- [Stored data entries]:
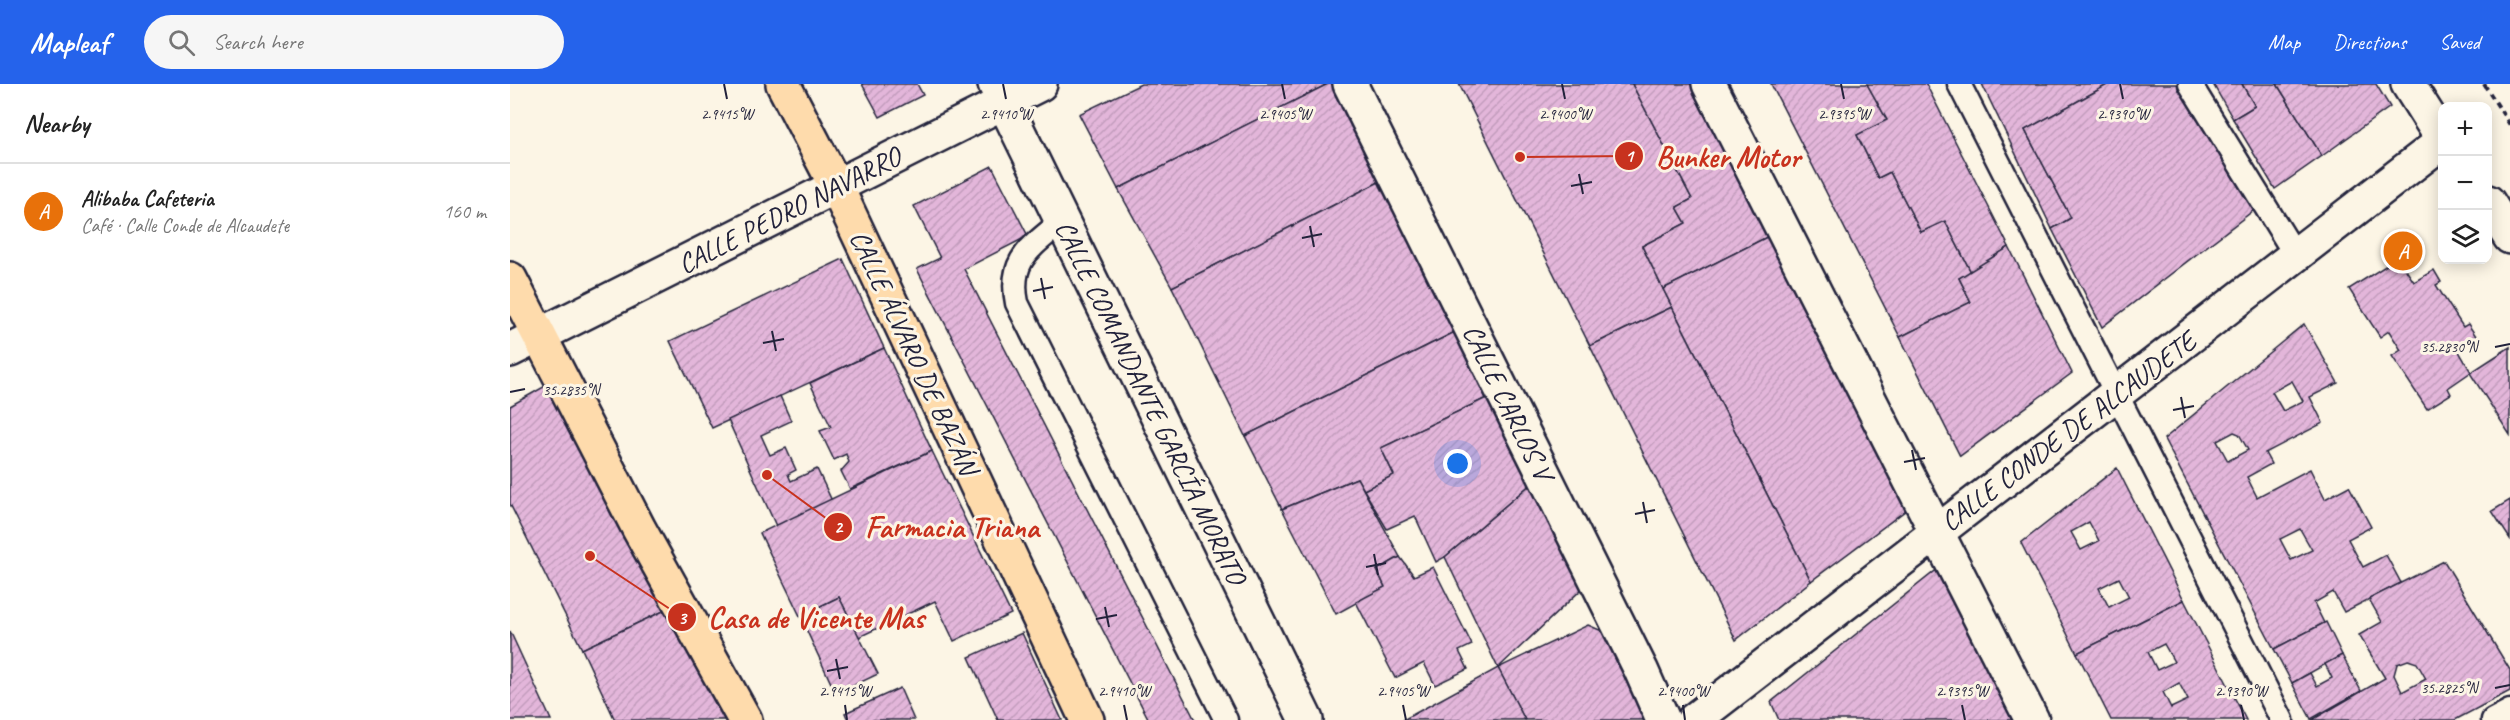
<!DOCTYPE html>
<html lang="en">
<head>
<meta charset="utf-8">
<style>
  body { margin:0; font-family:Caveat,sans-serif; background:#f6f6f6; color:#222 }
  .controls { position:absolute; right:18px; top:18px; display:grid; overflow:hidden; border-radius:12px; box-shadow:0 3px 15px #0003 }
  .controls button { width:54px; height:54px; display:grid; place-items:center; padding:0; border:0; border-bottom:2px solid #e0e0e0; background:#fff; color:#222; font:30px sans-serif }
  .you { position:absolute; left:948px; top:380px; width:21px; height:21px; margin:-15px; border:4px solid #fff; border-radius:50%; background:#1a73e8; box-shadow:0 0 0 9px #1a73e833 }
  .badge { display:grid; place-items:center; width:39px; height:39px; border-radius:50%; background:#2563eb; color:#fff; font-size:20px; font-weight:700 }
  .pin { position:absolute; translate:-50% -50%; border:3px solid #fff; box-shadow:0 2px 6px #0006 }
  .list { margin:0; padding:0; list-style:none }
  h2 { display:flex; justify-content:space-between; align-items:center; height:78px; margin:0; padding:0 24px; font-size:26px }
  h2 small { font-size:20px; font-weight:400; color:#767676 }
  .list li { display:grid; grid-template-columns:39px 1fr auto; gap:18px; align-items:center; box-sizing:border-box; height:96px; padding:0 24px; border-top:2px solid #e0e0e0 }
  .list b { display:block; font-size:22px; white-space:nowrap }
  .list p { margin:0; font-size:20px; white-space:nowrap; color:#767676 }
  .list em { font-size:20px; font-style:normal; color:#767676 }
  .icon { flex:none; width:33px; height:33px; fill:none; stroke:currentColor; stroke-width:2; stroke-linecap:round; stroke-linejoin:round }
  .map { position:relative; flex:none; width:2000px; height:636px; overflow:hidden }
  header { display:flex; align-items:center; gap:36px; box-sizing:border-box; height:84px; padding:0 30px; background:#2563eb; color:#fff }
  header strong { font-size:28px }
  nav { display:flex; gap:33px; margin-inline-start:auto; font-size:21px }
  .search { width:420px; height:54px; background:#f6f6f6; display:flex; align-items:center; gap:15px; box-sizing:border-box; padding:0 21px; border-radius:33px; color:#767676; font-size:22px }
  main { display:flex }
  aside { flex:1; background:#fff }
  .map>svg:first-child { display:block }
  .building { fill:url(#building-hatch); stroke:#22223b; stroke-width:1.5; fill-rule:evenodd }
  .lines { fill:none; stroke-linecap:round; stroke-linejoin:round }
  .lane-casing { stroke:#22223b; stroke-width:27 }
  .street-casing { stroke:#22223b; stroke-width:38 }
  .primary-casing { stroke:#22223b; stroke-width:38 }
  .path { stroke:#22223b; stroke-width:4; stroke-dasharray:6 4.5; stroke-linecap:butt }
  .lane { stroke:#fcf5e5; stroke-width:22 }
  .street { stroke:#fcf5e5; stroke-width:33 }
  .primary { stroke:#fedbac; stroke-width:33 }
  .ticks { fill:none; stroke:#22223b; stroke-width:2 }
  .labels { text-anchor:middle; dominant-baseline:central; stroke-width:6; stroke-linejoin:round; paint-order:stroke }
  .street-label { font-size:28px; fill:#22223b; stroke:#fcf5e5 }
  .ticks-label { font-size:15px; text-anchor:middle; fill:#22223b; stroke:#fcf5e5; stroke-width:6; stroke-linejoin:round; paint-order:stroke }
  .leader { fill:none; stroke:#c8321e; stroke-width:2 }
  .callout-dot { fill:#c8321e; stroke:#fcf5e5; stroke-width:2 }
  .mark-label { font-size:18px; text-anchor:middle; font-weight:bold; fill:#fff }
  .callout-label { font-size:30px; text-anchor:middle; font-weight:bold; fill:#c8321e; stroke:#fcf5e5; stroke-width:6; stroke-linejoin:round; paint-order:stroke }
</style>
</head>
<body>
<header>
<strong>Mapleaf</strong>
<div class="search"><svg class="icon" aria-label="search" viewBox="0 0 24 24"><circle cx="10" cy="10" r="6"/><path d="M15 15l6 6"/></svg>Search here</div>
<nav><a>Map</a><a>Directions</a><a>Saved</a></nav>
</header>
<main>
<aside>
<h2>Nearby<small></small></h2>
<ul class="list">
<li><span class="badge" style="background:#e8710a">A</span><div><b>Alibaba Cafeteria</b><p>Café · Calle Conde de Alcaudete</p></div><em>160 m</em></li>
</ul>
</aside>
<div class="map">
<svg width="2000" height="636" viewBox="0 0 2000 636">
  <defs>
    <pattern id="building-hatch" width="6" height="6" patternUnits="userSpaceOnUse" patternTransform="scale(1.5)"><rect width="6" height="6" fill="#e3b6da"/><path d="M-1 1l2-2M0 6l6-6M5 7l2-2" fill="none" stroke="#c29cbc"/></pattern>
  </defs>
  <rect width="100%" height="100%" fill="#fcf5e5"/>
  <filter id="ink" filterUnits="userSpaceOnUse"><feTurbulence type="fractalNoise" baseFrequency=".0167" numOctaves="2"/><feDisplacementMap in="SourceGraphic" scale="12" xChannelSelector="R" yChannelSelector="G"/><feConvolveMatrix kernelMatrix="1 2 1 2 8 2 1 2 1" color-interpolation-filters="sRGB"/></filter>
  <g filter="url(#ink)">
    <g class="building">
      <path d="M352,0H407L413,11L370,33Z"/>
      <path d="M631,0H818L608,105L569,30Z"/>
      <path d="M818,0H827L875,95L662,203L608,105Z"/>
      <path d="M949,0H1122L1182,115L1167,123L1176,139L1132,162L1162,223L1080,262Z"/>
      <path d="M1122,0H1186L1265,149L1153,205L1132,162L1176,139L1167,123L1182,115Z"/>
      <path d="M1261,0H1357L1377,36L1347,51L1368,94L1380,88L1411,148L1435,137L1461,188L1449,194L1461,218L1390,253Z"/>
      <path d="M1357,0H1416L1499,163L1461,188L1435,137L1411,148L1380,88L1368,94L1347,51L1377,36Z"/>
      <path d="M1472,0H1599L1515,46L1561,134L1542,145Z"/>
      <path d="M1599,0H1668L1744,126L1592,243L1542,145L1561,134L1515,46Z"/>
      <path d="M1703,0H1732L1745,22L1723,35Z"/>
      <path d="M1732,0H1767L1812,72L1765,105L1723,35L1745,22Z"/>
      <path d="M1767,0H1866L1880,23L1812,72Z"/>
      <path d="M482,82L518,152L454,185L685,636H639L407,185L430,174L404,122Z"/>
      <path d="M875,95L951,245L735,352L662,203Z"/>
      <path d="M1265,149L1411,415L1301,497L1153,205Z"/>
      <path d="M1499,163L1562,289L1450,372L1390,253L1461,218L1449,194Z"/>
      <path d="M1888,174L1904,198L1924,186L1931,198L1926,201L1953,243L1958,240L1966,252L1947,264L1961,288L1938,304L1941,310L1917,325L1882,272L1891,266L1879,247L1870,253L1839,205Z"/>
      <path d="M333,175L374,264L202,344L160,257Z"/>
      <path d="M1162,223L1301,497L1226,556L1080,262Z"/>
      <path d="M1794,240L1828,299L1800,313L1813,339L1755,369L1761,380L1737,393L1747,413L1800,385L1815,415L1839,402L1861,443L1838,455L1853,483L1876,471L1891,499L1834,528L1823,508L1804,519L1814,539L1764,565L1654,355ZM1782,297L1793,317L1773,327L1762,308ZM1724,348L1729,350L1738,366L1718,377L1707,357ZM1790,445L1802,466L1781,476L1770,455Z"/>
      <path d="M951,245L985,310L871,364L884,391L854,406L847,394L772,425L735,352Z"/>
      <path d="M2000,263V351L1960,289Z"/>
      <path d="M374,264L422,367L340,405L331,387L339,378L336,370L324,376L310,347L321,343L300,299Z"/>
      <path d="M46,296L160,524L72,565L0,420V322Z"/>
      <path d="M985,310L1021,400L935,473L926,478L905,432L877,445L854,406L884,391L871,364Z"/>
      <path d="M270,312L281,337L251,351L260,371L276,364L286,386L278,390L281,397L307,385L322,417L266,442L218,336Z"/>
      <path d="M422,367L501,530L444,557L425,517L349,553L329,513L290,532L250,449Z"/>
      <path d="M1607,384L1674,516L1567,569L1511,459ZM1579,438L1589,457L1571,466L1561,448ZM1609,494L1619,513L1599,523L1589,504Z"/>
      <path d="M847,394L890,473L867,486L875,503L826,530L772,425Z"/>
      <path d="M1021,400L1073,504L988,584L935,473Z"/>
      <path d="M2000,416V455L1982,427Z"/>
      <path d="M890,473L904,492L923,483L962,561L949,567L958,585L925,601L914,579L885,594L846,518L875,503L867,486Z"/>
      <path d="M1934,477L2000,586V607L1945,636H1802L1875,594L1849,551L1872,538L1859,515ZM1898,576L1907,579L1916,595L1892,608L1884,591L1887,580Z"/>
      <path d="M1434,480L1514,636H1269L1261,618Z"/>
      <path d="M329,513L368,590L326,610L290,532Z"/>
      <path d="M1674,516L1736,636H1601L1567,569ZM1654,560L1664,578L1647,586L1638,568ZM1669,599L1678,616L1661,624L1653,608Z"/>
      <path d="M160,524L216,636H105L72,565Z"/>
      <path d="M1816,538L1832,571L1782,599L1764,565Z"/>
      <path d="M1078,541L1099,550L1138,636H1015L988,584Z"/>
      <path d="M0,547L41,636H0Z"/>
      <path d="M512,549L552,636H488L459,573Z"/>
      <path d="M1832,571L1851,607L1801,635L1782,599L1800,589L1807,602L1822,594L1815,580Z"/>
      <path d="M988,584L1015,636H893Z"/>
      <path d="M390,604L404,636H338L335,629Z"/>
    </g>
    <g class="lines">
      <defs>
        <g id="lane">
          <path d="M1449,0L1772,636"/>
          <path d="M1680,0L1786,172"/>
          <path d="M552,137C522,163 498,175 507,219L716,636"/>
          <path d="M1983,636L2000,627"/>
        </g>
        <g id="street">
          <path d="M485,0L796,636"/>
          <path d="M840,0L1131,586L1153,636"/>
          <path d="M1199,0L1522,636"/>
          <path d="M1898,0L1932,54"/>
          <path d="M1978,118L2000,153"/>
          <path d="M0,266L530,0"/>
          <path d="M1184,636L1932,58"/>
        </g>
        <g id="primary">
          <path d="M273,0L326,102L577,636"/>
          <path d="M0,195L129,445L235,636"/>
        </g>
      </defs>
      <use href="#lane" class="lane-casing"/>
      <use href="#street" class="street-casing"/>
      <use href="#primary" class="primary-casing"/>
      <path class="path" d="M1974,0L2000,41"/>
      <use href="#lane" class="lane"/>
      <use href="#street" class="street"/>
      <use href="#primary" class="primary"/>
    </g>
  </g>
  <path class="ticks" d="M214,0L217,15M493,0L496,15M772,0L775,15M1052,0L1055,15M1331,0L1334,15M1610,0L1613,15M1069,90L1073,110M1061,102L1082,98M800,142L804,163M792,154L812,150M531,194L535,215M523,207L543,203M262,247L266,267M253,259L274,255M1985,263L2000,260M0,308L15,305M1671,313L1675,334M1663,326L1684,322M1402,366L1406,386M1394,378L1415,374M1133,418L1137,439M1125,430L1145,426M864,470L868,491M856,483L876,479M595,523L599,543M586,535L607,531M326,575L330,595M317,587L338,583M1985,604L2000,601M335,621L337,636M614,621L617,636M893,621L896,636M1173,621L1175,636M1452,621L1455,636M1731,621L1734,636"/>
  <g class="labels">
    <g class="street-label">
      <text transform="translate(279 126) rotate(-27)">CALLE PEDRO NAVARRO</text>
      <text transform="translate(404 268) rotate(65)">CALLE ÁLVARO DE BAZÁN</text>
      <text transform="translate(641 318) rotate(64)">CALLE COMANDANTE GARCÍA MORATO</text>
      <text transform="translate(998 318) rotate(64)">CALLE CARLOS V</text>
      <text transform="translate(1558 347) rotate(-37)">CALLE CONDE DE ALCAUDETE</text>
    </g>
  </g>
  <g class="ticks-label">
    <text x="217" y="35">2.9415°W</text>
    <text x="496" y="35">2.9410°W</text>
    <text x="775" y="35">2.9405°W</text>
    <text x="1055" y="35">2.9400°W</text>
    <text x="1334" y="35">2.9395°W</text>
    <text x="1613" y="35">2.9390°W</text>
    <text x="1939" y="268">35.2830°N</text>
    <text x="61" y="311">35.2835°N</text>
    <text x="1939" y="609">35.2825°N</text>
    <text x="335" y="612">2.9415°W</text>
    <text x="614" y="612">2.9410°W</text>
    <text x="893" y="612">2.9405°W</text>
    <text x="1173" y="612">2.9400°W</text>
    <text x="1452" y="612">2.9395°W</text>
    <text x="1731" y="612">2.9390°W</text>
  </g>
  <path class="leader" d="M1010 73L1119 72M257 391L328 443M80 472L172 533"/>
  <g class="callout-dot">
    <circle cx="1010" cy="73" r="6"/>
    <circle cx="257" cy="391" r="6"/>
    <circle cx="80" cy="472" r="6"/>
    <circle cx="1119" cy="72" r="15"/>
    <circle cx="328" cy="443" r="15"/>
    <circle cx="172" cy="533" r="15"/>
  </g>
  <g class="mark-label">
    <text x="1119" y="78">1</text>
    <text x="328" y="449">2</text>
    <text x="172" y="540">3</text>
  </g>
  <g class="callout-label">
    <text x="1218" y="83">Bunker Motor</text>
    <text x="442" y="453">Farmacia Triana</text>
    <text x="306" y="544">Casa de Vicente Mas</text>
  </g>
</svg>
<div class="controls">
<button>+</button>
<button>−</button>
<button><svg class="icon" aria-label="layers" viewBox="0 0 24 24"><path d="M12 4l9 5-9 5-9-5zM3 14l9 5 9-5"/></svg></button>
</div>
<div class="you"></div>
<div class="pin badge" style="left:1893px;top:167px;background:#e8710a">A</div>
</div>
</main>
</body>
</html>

- [Problem]: Copy, from the data above, every line where the word "filter" appears.

- [Reply]:
  <filter id="ink" filterUnits="userSpaceOnUse"><feTurbulence type="fractalNoise" baseFrequency=".0167" numOctaves="2"/><feDisplacementMap in="SourceGraphic" scale="12" xChannelSelector="R" yChannelSelector="G"/><feConvolveMatrix kernelMatrix="1 2 1 2 8 2 1 2 1" color-interpolation-filters="sRGB"/></filter>
  <g filter="url(#ink)">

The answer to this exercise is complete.